[Opening Material for this task section]

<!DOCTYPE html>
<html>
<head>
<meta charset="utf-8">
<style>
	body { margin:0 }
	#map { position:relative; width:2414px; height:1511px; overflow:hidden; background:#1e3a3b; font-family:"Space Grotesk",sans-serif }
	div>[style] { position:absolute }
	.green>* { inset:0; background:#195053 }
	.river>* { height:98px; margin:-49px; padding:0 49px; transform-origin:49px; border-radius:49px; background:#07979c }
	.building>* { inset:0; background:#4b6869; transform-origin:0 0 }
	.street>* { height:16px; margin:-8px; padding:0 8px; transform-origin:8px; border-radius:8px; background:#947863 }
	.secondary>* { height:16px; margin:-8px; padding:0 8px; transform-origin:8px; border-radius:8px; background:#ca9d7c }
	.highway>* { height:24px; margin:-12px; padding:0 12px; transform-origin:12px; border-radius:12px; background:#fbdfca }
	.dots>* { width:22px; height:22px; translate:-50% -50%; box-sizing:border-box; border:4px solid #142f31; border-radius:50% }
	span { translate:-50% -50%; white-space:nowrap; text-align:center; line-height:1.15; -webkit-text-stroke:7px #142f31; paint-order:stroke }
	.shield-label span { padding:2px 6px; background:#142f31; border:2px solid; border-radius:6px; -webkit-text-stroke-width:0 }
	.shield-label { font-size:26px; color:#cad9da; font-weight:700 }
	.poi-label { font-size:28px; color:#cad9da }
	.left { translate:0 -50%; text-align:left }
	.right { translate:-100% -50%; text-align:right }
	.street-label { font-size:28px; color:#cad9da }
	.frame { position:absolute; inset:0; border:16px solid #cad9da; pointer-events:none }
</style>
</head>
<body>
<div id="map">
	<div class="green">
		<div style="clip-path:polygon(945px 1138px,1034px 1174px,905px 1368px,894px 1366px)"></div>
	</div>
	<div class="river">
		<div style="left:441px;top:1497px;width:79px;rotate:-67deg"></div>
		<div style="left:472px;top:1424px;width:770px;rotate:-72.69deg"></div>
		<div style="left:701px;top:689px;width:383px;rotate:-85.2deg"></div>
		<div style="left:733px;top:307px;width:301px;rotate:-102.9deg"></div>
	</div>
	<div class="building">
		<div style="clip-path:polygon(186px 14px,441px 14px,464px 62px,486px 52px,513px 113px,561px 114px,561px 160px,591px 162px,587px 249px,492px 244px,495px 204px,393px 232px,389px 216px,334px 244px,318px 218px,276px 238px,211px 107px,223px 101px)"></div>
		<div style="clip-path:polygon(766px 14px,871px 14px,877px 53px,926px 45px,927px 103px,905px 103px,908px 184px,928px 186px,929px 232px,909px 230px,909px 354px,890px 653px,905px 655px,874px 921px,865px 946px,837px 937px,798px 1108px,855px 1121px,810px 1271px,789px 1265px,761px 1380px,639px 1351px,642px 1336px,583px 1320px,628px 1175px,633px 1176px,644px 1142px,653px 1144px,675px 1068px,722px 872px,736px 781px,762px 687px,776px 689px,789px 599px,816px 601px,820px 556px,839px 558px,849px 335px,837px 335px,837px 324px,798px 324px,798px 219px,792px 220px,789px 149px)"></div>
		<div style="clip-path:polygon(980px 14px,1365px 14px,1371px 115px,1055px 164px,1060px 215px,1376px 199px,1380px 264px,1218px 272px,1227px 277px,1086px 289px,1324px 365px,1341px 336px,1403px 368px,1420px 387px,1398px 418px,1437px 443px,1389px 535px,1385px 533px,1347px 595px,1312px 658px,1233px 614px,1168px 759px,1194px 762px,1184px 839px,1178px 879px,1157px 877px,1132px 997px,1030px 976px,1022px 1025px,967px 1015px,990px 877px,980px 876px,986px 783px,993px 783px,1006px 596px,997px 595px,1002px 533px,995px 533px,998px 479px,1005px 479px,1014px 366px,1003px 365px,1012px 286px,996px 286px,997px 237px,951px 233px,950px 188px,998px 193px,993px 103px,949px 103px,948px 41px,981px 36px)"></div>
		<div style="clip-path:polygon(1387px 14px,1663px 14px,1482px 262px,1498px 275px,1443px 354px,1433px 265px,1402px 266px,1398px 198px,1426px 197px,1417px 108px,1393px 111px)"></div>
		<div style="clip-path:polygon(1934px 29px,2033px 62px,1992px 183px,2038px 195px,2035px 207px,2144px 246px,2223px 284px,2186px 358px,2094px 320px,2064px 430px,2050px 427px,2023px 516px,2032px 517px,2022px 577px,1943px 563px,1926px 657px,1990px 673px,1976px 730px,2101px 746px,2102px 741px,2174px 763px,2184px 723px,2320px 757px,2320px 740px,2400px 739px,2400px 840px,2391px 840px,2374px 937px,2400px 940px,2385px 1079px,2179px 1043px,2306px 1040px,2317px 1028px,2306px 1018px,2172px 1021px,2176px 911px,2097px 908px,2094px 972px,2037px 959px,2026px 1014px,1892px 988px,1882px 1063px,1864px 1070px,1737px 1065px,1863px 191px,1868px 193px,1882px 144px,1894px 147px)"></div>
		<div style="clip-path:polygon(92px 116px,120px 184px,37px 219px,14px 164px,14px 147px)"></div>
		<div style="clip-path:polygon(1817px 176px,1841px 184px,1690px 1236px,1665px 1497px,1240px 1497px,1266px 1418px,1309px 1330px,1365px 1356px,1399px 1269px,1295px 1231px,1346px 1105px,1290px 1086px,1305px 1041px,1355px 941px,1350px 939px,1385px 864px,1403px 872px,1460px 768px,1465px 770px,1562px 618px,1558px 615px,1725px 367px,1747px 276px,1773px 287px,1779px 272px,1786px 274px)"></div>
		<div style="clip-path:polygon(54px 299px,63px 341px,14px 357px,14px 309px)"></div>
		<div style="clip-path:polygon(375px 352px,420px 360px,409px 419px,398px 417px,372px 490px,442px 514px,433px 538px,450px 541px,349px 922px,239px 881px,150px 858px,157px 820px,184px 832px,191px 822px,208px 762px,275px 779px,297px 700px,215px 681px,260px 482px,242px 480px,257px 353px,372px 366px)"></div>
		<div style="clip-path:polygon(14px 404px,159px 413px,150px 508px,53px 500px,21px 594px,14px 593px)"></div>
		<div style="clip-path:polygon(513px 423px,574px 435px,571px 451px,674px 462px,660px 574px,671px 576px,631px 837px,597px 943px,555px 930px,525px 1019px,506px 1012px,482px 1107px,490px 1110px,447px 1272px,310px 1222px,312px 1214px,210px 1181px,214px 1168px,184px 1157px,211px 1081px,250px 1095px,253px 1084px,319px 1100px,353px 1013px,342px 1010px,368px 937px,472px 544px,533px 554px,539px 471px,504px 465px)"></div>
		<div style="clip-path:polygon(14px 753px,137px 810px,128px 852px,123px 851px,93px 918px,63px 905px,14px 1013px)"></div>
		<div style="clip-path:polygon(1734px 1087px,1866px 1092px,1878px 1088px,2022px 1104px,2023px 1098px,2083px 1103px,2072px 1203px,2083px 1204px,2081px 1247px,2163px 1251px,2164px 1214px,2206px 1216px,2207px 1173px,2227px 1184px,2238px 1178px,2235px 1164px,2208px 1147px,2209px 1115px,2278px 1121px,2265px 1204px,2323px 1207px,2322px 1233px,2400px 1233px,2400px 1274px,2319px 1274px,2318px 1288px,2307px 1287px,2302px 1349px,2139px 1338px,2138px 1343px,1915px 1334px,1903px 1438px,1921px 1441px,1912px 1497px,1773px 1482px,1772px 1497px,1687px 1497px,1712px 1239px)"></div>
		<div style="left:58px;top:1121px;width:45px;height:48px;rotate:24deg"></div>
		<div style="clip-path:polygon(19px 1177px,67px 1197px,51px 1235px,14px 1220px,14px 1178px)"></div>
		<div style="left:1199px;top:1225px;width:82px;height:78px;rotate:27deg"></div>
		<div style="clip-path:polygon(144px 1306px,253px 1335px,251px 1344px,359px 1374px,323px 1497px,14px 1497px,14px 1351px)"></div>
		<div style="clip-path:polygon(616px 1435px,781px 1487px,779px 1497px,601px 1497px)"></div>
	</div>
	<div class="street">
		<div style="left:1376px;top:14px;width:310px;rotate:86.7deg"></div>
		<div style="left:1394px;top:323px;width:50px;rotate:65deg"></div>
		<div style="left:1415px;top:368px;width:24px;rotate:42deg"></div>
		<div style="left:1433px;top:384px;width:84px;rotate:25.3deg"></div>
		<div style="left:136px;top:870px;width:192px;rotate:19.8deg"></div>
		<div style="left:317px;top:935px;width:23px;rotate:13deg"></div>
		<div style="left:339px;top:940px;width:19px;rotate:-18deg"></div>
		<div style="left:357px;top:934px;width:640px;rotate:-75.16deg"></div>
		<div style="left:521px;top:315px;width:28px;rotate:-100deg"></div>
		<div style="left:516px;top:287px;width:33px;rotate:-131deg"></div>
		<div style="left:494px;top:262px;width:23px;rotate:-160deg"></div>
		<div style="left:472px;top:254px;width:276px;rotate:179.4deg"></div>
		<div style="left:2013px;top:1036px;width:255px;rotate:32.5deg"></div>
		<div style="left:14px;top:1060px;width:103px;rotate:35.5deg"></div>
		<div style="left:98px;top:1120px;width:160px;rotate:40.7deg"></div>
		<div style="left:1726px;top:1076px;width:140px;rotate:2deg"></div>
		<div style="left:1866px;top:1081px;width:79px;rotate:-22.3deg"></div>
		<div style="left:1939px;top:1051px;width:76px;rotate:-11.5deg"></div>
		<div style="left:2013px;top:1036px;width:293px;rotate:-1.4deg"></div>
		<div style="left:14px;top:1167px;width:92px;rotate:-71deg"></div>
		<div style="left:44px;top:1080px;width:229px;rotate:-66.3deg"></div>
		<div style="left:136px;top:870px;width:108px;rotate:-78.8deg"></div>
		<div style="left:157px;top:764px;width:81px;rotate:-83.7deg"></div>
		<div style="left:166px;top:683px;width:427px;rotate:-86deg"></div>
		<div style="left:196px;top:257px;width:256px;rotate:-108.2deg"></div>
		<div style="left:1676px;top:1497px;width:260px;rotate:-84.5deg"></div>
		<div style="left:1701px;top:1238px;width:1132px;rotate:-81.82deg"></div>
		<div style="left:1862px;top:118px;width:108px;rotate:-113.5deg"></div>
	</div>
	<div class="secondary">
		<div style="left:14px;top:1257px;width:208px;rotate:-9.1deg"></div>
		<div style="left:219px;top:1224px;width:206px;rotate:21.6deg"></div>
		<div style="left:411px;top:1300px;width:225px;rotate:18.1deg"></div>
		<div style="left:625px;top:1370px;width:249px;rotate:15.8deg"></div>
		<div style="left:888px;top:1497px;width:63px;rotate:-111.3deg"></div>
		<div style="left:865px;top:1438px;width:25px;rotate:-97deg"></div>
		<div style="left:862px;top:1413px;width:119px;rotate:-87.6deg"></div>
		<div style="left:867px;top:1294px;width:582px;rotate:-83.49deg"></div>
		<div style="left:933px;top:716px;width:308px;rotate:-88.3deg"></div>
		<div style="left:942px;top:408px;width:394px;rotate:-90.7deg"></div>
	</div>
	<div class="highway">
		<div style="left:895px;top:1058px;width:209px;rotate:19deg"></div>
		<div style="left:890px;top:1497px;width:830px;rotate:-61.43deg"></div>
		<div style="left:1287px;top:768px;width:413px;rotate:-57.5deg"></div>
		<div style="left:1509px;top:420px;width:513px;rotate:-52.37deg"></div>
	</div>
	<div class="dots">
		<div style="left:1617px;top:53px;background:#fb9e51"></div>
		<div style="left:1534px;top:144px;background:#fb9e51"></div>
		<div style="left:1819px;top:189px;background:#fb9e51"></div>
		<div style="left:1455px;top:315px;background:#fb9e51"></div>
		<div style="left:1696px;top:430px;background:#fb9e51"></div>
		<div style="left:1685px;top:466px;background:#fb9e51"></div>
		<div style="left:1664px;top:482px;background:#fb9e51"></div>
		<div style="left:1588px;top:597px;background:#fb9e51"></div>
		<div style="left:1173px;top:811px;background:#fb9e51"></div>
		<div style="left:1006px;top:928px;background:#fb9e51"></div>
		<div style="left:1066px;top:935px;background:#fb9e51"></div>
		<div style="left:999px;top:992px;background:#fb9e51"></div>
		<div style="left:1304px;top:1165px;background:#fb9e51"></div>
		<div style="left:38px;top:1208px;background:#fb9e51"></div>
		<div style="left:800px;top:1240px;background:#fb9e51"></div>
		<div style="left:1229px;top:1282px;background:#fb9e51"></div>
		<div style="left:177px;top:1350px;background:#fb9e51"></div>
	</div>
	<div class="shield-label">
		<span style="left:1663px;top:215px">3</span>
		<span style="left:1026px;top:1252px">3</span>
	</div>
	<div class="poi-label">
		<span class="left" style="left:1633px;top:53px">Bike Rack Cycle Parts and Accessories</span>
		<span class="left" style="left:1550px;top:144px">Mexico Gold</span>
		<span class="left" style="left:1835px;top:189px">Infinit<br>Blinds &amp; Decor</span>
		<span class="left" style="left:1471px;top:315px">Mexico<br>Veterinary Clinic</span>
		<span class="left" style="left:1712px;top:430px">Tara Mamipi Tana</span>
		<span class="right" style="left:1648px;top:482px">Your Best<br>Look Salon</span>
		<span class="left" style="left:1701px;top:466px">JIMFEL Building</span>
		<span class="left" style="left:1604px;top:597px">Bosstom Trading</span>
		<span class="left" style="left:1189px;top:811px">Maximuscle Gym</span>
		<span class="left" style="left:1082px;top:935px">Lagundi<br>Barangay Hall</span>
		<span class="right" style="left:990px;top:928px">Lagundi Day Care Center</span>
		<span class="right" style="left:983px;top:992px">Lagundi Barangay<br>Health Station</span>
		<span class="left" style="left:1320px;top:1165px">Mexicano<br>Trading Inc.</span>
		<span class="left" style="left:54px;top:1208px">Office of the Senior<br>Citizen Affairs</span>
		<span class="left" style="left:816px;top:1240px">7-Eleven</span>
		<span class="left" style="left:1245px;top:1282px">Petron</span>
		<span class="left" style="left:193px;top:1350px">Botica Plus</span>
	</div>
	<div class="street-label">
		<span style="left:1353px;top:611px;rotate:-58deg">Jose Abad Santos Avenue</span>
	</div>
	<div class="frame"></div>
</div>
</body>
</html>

[Closing Material for this task section]

*What the task requires*:
From the entries above, give again exactly the lines running from the line with "translate:-50% -50%; white-space:nowrap;" to the line with "translate:-100% -50%; text-align:right"; include both of those lines.

*Expected output*:
	span { translate:-50% -50%; white-space:nowrap; text-align:center; line-height:1.15; -webkit-text-stroke:7px #142f31; paint-order:stroke }
	.shield-label span { padding:2px 6px; background:#142f31; border:2px solid; border-radius:6px; -webkit-text-stroke-width:0 }
	.shield-label { font-size:26px; color:#cad9da; font-weight:700 }
	.poi-label { font-size:28px; color:#cad9da }
	.left { translate:0 -50%; text-align:left }
	.right { translate:-100% -50%; text-align:right }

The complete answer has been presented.